Na presença de quase todos os outros deputados, relacionou o que vai conquistar. Afirmou, "estou sendo perseguido por vingança, por não querer aceitar exigências que contradizem com meu caráter e convicções". Foi na mesma linha, deixou claro, que até a data da renuncia e a hora, foram milimetricamente escolhidos. Há essa hora muitos já tinham ido embora. Depois,4 dias inúteis para trabalharem contra ele: hoje, sexta,sábado, domingo, segunda, e talvez terça.

O primeiro objetivo ou conquista: não ser cassado, continuar como deputado. Esse é o ponto de partida para o reencontro com a vida publica e a liberdade. Já escrevi tantas vezes, é a sua lição e o comportamento a partir de agora: repetir Renan Calheiros em 2007. Presidente do Senado, resistiu meses, perdeu a presidência, salvou o mandato, voltou a presidir o Senado, até hoje.

Continuando deputado, manter o foro privilegiado, "não irei preso, continuarei sendo julgado pelo Supremo". Aos que divergem da eficiência dessa manobra e afirmam, "você é réu duas vezes no Supremo", responde: "O Supremo não tem provas contra mim, é tudo pressão desse Procurador Janot". E vai desfilando, "as vitorias que irá obtendo". Garante que na segunda feira, a CCJ não votará contra ele e sim a favor.

Cunha está praticando uma espécie de MAQUIAVELISMO contra. Já expliquei aqui: precisa de 33 votos, ha10 dias publiquei afirmação dele mesmo: "Na CCJ tenho 27 votos, os outros 6 conseguirei". Ontem, uma pesquisa não contraria a ele, totalizava a seu favor, no máximo 20 votos.

Não esconde mas não diz publicamente, embora confirme nos bastidores: vai atuar na eleição do novo presidente da Câmara. Seu objetivo, aí declarado: "Ninguém será eleito sendo contra mim". “Não quero indicar ninguém, mas vetarei qualquer candidato que tenha como programa me hostilizar". Vou trabalhar muito essa eleição, pois apoiarei um candidato que me mantenha na residência oficial, pelo menos enquanto eu for deputado. (Essa afirmação não está entre aspas, a pedido, é exclusiva, poderia haver identificação).

No momento é impossível sequer admitir quem será o novo presidente da Câmara, Surgiram até alguns, que vieram com nova estratégia: dizem que gostariam de disputar o cargo a partir de 2017. Ou seja: o mandato inteiro.

Mas eles mesmos tentam uma conciliação, afirmam: "Para resolver a crise, nem sacrifico ficando apenas 6 meses". 5 deputados nessa situação. Não é sacrifício, È que eleitos agora, já seriam presidentes da Republica em agosto. Fevereiro é muito longe, e a proximidade de uma presidência mesmo por 10 ou 15 dias, que maravilha viver.

PS- Já bem tarde, um grupo que se julga majoritário, fechou acordo. E marcou a eleição da presidência para terça feira. Sem hora fixada.

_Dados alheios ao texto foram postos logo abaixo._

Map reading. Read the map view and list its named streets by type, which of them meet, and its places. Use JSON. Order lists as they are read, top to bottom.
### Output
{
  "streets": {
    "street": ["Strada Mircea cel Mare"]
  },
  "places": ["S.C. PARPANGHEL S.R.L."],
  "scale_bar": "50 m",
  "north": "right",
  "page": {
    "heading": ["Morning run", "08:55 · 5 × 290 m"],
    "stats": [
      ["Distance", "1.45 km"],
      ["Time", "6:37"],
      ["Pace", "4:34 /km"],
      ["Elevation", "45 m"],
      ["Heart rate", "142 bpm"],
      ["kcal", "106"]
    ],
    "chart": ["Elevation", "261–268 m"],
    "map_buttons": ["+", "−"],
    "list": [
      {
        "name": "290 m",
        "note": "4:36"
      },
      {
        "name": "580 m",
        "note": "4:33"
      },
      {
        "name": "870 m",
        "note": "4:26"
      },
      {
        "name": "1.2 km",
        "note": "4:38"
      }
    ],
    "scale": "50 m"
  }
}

PS2- Sem muita consulta, um grupo majoritário, pelo menos na CCJ, que iriam realizar reunião na segunda feira, imediata mentes se reuniram. E transferiram a reunião para o dia seguinte, terça. E marcaram a hora: 9 da manhã. Pelo regimento interno, quando o plenário se reúne e começa a "ordem do dia", as Comissões encerram os trabalhos.

PS3- Por tudo que contei, avaliem o tamanho da confusão e do previsível tumulto.